The Vikings went 15-1 that season and reached the NFC Championship as Minnesota’s offense racked up 556 points, which set an NFL record at the time.

In 1998, their popularity exploded. The Vikings led the NFL in points, yards per play, and passing touchdowns. They were as fun to watch on TV as any. Moss became a household name and their hotels became flooded with fans.

“In 1998, we were like the freaking Beatles,” Patterson said. “There were fans everywhere we went. We had a black head coach, a black quarterback, the new young phenom had hit the scene in Randy Moss and the whole country was excited about the Vikings.”

_At the team’s practice facility, Green remained the same. He arrived around 5 a.m. and made his way through about six different newspapers before turning his attention to that week’s opponent. He played the drums when he needed to take his mind off things and talked about offseason fishing plans. And he always had jazz or R&B playing through the speakers in his office. _

CBS Sports lists Barr as one of top free-agent linebackers

The free agency period officially opens up in 20 days, meaning dozens of players could chose to re-sign with their old teams or move on to a new one.

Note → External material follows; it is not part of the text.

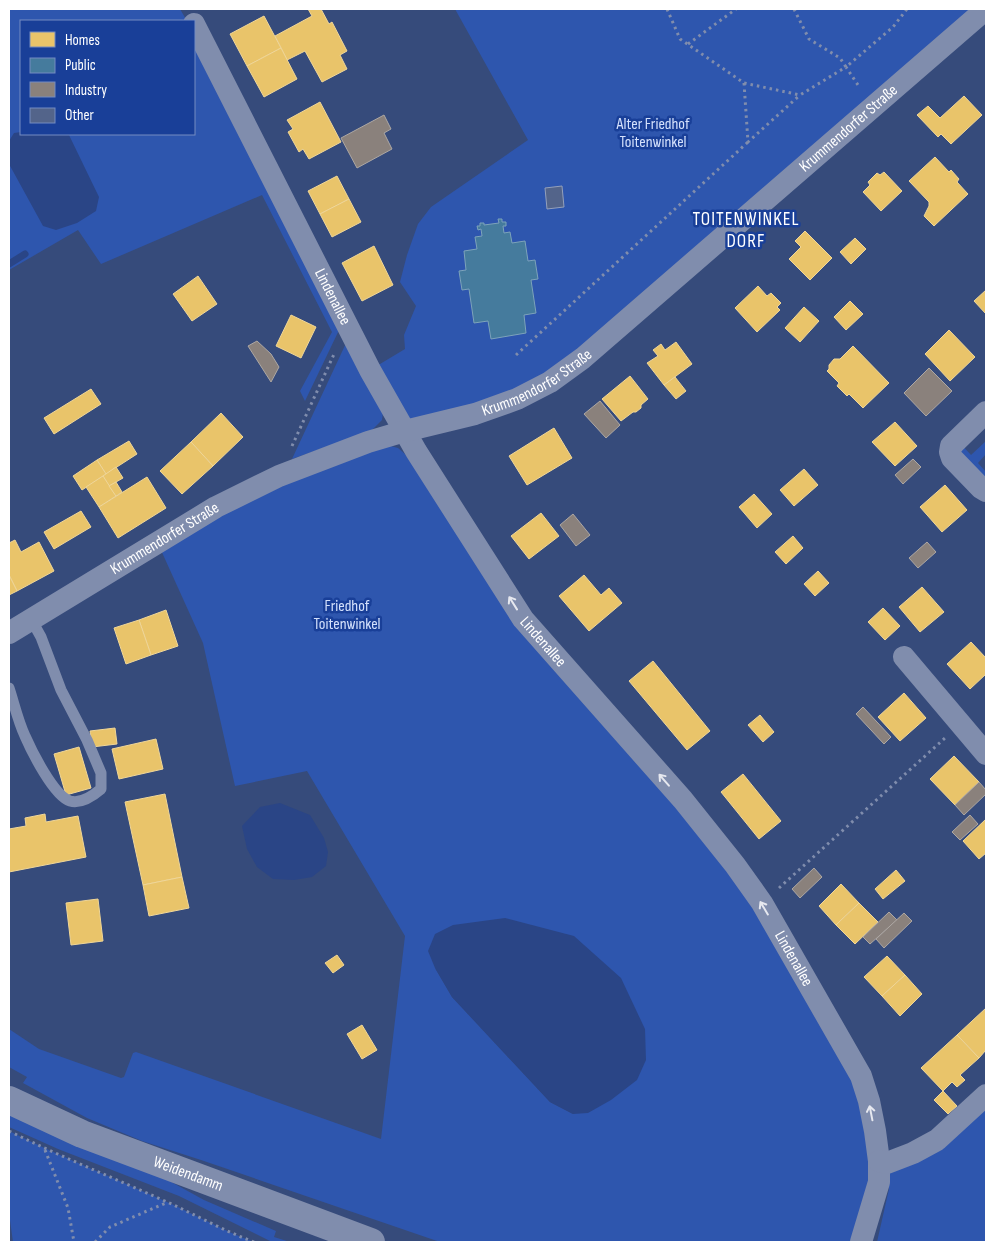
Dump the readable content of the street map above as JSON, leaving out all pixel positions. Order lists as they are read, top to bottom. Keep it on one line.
{"streets":{"street":["Krummendorfer Straße","Lindenallee","Weidendamm"]},"crossings":[["Krummendorfer Straße","Lindenallee"]],"one_way":["Lindenallee"],"districts":["TOITENWINKEL DORF"],"parks":["Alter Friedhof Toitenwinkel","Friedhof Toitenwinkel"],"legend":["Homes","Public","Industry","Other"]}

The Vikings have a handful of free agents on the roster, including linebacker Anthony Barr, whom CBS Sports listed as one of the top options for teams at his position.

Sean Wagner-McGough said Barr’s recent production make him a top target for teams looking to help their defense.

He wrote:

The top-10 pick of the Vikings has pretty consistently been a good, not great, player in Mike Zimmer's defense. He's capable of rushing the passer, evidenced by his 13.5 sacks in five seasons despite not being asked to rush the passer on a consistent basis. PFF noted that Barr led all linebackers in pass-rushing productivity percentage with 23 pressures on 94 pass-rushing opportunities. And according to Sports Info Solutions, he missed one tackle against the run last season.

Perhaps most importantly, he'll be 27 when next season begins, so whoever ends up signing him should be getting him for the remaining years of his prime.

The Vikings can use the franchise tag on Barr or sign him to a contract extension if they choose to bring him back to Minnesota.

Barr has made four straight Pro Bowls as a key player on Minnesota’s defense.